Figure 4 shows a change in free chlorine concentration during the filtration of 200 L of S2 feed solution. It is clear that the concentration of free chlorine during the entire experiment was very low, i.e., it did not exceed the level of 0.075 mg/L. Thus, despite the high initial content of chlorine in the S2 solution, the concentration of chlorine in the filtrates (20–200 L) did not exceed the admissible value, i.e., 0.3 mg/L [13]. Moreover, for all studied cartridges, the chlorine concentration in the filtrates remained relatively similar throughout the entire experiment. This is important for maintaining the water quality throughout the life of the filter cartridge.
Figure 4
The concentration of chlorine during filtration of 200 L of S2 feed solution
For obtained data, the removal efficiency of chlorine was calculated (Fig. 5). For all studied cartridges, chlorine was reduced by more than 93% during the whole experimental period. No significant difference in the removal of chlorine between cartridges JS500, A5, and B25 was noted.
Figure 5
The removal efficiency of chlorine during filtration of 200 L of feed solution S2
For filters JS500 and A5, during the whole experimental period a concentration of chloroform in filtrates was below the LOD (i.e., 0.1 μg/L), while for cartridge B25, it was in the range of 2.35–8.6 μg/L (Table 3). Importantly, using cartridges JS500, A5 and B25, the concentration of chloroform during the entire experiment did not exceed the standard value specified in the Regulation of the Minister of Health on the quality of water intended for human consumption, i.e., 0.03 mg/L (30 μg/L).

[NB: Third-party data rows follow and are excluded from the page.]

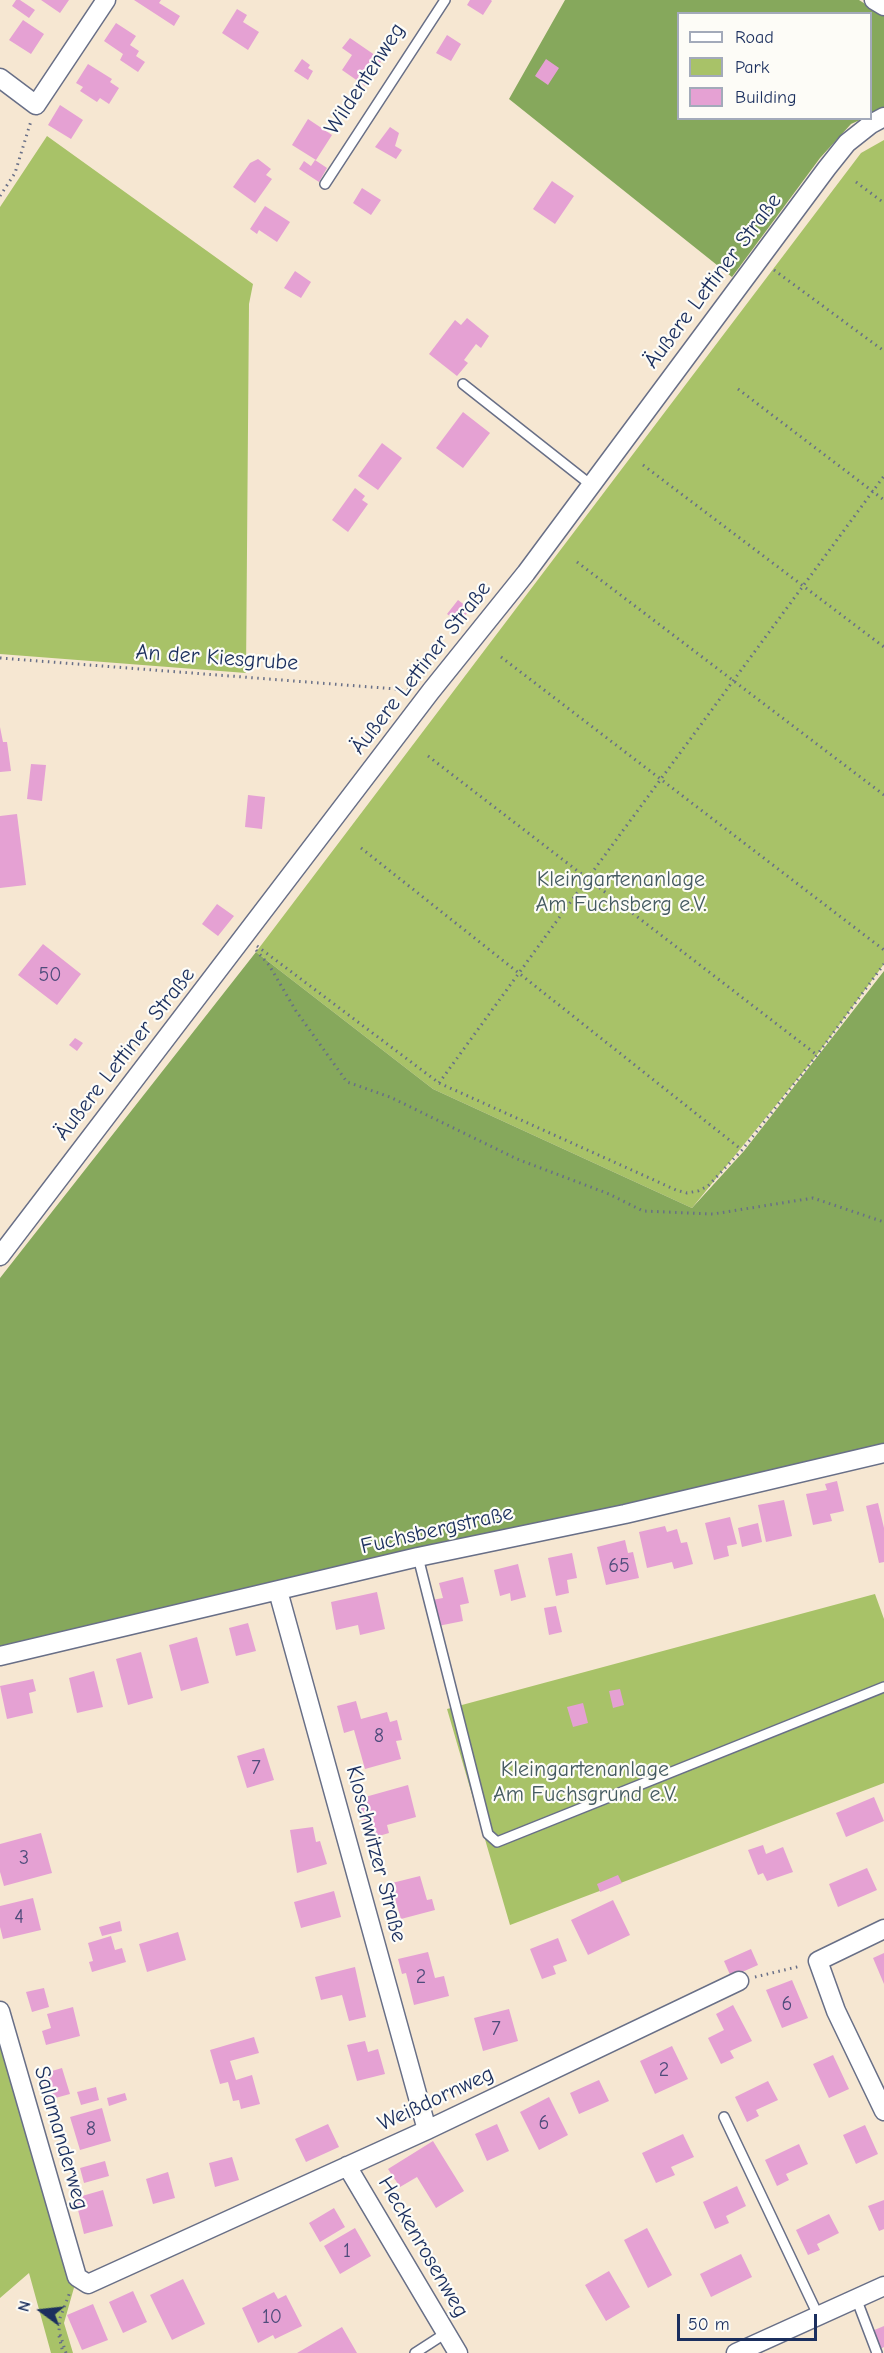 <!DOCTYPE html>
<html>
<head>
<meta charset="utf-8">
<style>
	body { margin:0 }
	#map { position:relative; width:884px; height:2353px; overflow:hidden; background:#f6e7d2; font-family:"Comic Neue",sans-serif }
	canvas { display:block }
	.legend { position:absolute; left:677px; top:12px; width:195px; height:108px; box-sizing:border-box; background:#fdfcf7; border:2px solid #a3aaba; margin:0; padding:8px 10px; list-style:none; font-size:18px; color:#1b2f5e }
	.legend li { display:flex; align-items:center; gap:12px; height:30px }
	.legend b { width:30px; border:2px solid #a3aaba }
	.north { position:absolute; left:12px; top:2281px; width:60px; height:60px; -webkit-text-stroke:4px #fdfcf7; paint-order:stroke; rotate:285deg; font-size:16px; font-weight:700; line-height:24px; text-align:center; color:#1b2f5e }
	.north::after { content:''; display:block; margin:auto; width:21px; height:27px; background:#1b2f5e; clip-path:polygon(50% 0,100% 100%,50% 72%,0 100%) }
	.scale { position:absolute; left:677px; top:2314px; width:140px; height:27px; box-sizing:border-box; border:3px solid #1b2f5e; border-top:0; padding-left:8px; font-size:18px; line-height:21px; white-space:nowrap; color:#1b2f5e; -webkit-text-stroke:4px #fdfcf7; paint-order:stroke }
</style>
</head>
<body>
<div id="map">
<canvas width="884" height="2353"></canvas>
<ul class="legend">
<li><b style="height:8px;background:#fff"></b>Road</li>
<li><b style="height:16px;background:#a8c268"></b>Park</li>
<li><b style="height:16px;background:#e5a1d3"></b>Building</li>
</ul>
<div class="north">N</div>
<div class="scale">50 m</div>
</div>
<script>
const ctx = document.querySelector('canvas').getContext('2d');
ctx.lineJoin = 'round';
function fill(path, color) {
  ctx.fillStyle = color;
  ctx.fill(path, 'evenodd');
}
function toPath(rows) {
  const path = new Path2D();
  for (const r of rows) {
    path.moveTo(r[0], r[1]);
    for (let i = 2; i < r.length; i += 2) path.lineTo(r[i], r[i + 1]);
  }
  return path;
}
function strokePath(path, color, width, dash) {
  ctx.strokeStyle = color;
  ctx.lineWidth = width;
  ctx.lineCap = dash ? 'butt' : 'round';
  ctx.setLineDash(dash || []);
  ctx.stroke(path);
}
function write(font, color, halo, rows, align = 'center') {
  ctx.font = font + ' "Comic Neue",sans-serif';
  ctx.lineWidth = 4.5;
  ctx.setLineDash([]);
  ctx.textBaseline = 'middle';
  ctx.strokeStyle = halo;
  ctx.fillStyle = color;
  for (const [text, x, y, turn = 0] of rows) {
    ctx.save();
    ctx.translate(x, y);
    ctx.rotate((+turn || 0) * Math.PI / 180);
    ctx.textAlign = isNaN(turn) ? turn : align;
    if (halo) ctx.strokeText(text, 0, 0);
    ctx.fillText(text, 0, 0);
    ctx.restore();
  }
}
fill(toPath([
	[47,136,253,284,249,304,246,673,0,654,0,207],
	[884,140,884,964,817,1055,692,1208,433,1089,256,952,861,153],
	[875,1594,884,1619,884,1783,510,1925,447,1709],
	[0,2011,77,2277,64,2323,73,2353,51,2353,29,2273,0,2298]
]), '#a8c268');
fill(toPath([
	[565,0,859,0,884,16,884,108,871,115,870,14,678,14,678,118,862,119,851,124,820,158,732,277,509,99],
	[256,952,433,1089,692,1208,744,1151,884,971,884,1453,0,1656,0,1278]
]), '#86a85c');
fill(toPath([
	[16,0,20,0,35,10,29,18,12,6],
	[41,0,69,0,60,13],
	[134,0,161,0,159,3,180,16,174,26],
	[470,0,491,0,492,1,483,15,467,5],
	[237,9,247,15,243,22,259,32,248,50,222,33],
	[23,20,44,34,31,54,9,40],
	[116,23,136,36,130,45,139,51,136,56,145,62,138,72,120,60,123,54,104,41],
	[447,35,461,44,451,61,436,53],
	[350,38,382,60,365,86,342,70,352,55,342,48],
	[302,59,310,65,308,68,313,71,308,80,294,71],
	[546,59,559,68,548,85,535,76],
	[88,64,112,79,110,82,119,88,109,104,100,98,97,102,80,91,83,87,76,83],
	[60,105,83,120,71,139,48,125],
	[308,119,332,135,316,160,292,145],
	[390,127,399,133,395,146,402,150,396,159,375,147],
	[258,159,271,169,266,175,272,179,255,203,233,187,250,163],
	[315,160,327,168,319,182,299,169,304,161,311,166],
	[552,181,574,196,555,224,533,209],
	[362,188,381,200,371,215,353,203],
	[265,206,290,222,277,242,259,230,257,234,250,229],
	[295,271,311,282,301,298,284,288],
	[467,318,489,336,481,348,476,344,464,360,468,363,457,376,429,354,455,320,461,325],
	[463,412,490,433,463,468,436,448],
	[382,443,402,458,378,490,358,476],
	[355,488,365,496,362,500,368,504,348,532,332,520],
	[458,600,470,609,460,623,447,614],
	[0,727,3,742,7,742,11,771,0,772],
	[31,764,46,765,42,801,27,799],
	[248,795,265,797,262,829,245,827],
	[17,814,26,885,0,888,0,816],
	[217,904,234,916,218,936,202,924],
	[43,944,81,974,57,1005,18,975],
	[75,1038,83,1043,77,1051,69,1045],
	[837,1481,844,1511,830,1514,832,1521,813,1525,806,1494,827,1490,825,1484],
	[784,1500,792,1536,766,1542,758,1505],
	[878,1503,884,1528,884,1562,879,1563,866,1506],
	[730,1517,737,1544,727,1546,729,1556,714,1560,705,1523],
	[758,1523,762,1542,742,1547,738,1528],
	[665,1526,667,1532,677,1529,681,1543,687,1542,693,1564,674,1569,672,1562,647,1568,639,1532],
	[625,1540,628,1553,633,1552,639,1578,606,1585,597,1547],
	[572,1553,577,1578,567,1580,569,1593,556,1596,548,1558],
	[518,1564,526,1597,511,1601,510,1593,500,1596,494,1570],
	[463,1577,469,1603,460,1605,463,1621,438,1626,432,1600,443,1598,439,1583],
	[377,1592,385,1629,360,1635,358,1625,336,1630,331,1602],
	[556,1606,562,1632,549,1635,544,1608],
	[248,1623,256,1651,236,1656,229,1628],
	[197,1637,209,1683,181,1691,169,1645],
	[141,1652,153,1698,128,1705,116,1659],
	[94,1671,103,1707,77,1713,69,1678],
	[33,1679,36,1691,29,1693,33,1713,7,1719,0,1686],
	[620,1689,624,1705,613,1708,609,1691],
	[356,1701,361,1719,387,1712,390,1722,397,1720,402,1740,396,1741,401,1759,365,1769,354,1730,344,1733,337,1706],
	[583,1703,588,1723,573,1727,567,1707],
	[264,1748,274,1780,247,1788,237,1756],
	[408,1785,416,1817,387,1825,389,1833,369,1839,358,1799],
	[874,1797,884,1821,846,1837,836,1813],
	[313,1827,316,1842,320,1841,327,1864,297,1873,290,1830],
	[41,1833,52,1873,4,1886,0,1872,0,1844],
	[763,1845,766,1854,783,1847,793,1872,767,1881,763,1873,758,1875,748,1850],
	[867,1868,877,1890,838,1907,829,1884],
	[618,1875,622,1883,600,1892,597,1884],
	[420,1876,427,1900,432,1899,435,1910,401,1919,395,1899,388,1901,384,1885],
	[334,1891,341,1917,301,1928,294,1902],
	[33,1898,41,1930,3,1939,0,1927,0,1906],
	[613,1900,630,1935,588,1955,571,1920],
	[120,1921,122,1931,102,1936,99,1927],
	[178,1932,186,1960,147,1972,139,1944],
	[111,1936,115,1950,122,1948,126,1962,92,1972,89,1962,93,1961,88,1943],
	[558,1938,567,1961,553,1966,556,1974,542,1979,530,1949],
	[751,1949,758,1965,731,1977,724,1961],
	[428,1952,435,1978,444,1976,449,1996,414,2005,406,1973,402,1974,398,1959],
	[884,1953,884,1984,873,1958],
	[355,1967,366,2017,349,2021,342,1995,321,2000,315,1977],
	[792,1980,808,2018,782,2028,766,1990],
	[44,1988,49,2007,32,2012,26,1992],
	[733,2005,752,2041,730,2051,734,2058,721,2064,708,2038,724,2030,716,2014],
	[73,2007,80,2036,46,2045,42,2031,51,2028,47,2014],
	[509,2009,518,2041,483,2051,474,2018],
	[254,2037,259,2053,230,2061,236,2080,252,2075,260,2104,241,2109,239,2100,233,2101,228,2082,220,2084,210,2050],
	[365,2041,368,2052,378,2049,385,2074,357,2081,347,2045],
	[672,2046,688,2079,655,2094,640,2061],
	[833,2055,849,2089,829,2098,813,2064],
	[62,2068,70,2094,48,2100,42,2074],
	[599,2080,609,2101,579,2114,570,2093],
	[768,2081,778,2100,756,2110,759,2116,747,2122,735,2097],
	[96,2087,99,2100,81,2105,77,2092],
	[125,2093,127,2100,109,2106,107,2098],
	[549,2097,568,2135,539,2150,520,2112],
	[102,2108,111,2141,80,2150,70,2117],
	[328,2124,339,2147,306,2162,295,2139],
	[497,2124,509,2151,487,2161,475,2134],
	[865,2125,878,2154,856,2164,843,2135],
	[683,2134,694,2157,671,2167,675,2175,656,2183,642,2153],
	[433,2141,464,2191,436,2208,417,2177,400,2187,388,2169],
	[799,2144,808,2164,786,2174,789,2180,777,2186,765,2160],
	[232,2157,239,2180,215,2187,209,2163],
	[105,2161,109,2176,84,2183,80,2168],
	[168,2172,175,2198,153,2204,146,2179],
	[737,2186,746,2206,726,2216,729,2223,715,2229,703,2202],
	[103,2190,113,2226,84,2234,75,2198],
	[884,2200,884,2229,879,2231,868,2206],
	[334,2208,345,2227,320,2242,309,2223],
	[829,2214,839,2233,817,2244,820,2250,808,2255,796,2230],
	[355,2228,371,2256,340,2274,324,2246],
	[647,2228,672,2275,648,2288,624,2240],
	[741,2254,752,2277,711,2297,700,2274],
	[609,2271,630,2307,606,2321,585,2285],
	[183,2279,205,2324,172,2340,150,2295],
	[133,2291,147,2322,123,2333,109,2302],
	[274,2292,278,2299,286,2295,302,2326,275,2339,273,2335,258,2343,242,2308],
	[93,2304,108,2340,82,2350,67,2315],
	[884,2326,884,2347,880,2349,872,2331],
	[342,2327,357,2353,297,2353]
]), '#e5a1d3');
const lane = toPath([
	[325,184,445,0],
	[463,384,591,485],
	[418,1557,488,1834,497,1842,884,1687],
	[724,2117,818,2315],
	[856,2298,877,2353],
	[415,2353,446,2333]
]);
const street = toPath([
	[874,0,884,6],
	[0,78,36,105,106,0],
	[0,1256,431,691,526,573,827,168,847,143,871,124,884,117],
	[278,1591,427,2130],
	[0,1656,418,1557,625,1514,884,1453],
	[884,1929,818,1961,836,2011,884,2111],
	[0,2011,77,2277,88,2284,427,2130,739,1981],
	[347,2166,458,2353],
	[736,2353,884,2286]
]);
strokePath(lane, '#686f87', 12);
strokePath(street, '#686f87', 21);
strokePath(toPath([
	[856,182,884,203],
	[0,196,15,173,31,121],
	[774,270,884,351],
	[738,389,884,500],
	[643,465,884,647],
	[577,562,884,795],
	[501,657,884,950],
	[0,658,409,690],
	[428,756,817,1055],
	[361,848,742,1150],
	[257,946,439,1083,676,1190,687,1193,698,1191,708,1186,742,1150,817,1055,884,964],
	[256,950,269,965,296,1011,347,1082,390,1097,517,1159,609,1194,643,1211,713,1214,813,1198,884,1222],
	[439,1083,588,878,884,476],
	[755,1977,801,1966],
	[59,2336,63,2353],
	[66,2353,59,2331,60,2318,70,2292]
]), '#686f87', 3, [1.5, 4.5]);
strokePath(lane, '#fff', 9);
strokePath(street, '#fff', 18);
write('20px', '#4e4c7b', null, [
	["50",50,975],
	["65",619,1566],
	["8",379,1736],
	["7",256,1768],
	["3",24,1858],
	["4",19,1917],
	["2",421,1977],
	["6",787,2004],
	["7",496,2029],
	["2",664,2070],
	["6",544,2123],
	["8",91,2129],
	["1",347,2251],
	["10",272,2317]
]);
write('22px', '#1b2f5e', '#fdfcf7', [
	["Wildentenweg",365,79,-57],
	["Äußere Lettiner Straße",713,281,-53],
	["An der Kiesgrube",217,658,4],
	["Äußere Lettiner Straße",421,668,-52],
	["Äußere Lettiner Straße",125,1054,-52],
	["Fuchsbergstraße",437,1530,-13],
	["Kloschwitzer Straße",376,1854,75],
	["Weißdornweg",436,2099,-25],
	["Salamanderweg",61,2138,74],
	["Heckenrosenweg",423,2247,60]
]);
write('22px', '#455b61', '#fdfcf7', [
	["Kleingartenanlage",621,880],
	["Am Fuchsberg e.V.",621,905],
	["Kleingartenanlage",585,1770],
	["Am Fuchsgrund e.V.",585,1795]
]);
</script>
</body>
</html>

The concentration of chloroform during filtration of 200 L of S3 feed solution
| S3 | 100 | ||
| 20 L | <0.1 | <0.1 | 2.35 |
| 40 L | <0.1 | <0.1 | 3.5 |
| 60 L | <0.1 | <0.1 | 4.35 |
| 80 L | <0.1 | <0.1 | 4.55 |
| 100 L | <0.1 | <0.1 | 5.6 |
| 120 L | <0.1 | <0.1 | 5.95 |
| 140 L | <0.1 | <0.1 | 5.55 |
| 160 L | <0.1 | <0.1 | 5.7 |
| 180 L | <0.1 | <0.1 | 7.1 |
| 200 L | <0.1 | <0.1 | 8.6 |
Fig. 6 presents the removal efficiency of chloroform. For JS500 and A5 cartridges, chloroform was reduced by 100% during the whole experimental period. Very good results were also obtained for the B25 cartridge with the removal of chloroform ranging from 91.4 to 97.7%. Similarly, Levesque et al. reported 92% removal of THMs using pitcher filtration [23].
Figure 6
The removal efficiency of chloroform during filtration of 200 L of S3 feed solution
Overall, this study shows that tap water purification with Aquaphor pitcher filters guarantees almost total removal of different toxic pollutants such as heavy metals, chlorine, and THMs. Despite a high concentration of copper, chlorine, and chloroform in initial feed solutions, the concentration of these substances in filtrates (20–200 L) did not exceed the maximum admissible values specified by the Regulation of the Minister of Health on the quality of water intended for human consumption. More detailed conclusions are as follows:
Cartridge JS500 revealed the highest filtration speed compared to A5 and B25. Removal of copper was very high i.e., from 65 to 99.8% during the whole filtration experiment. Slightly better removal of copper by JS500 and A5 can be related totheir bigger size and thus more amount of sorbent in cartridges providing more adsorption sites. Using Aquaphor JS500, A5, and B25 cartridges, copper was reduced to a concentration not exceeding the permissible value for drinking water. Removal of chlorine was at a very high level for all cartridges i.e., 93.2–97.3% during the whole experimental period. Despite the high initial content of chlorine in the S2 solution, the concentration of chlorine in the filtrates did not exceed 0.075 mg./L. This means also that the concentration of chlorine in filtrates from the whole experiment did not exceed the permissible value. Chloroform was reduced by 100% using filters JS500 and A5. The concentration of chloroform in filtrates afterJS500 and A5 was below the limit of its detection (LOD). i.e., 0.1 Concentration of chloroform in filtrates did not exceed the permissible value after the use of all studied cartridges.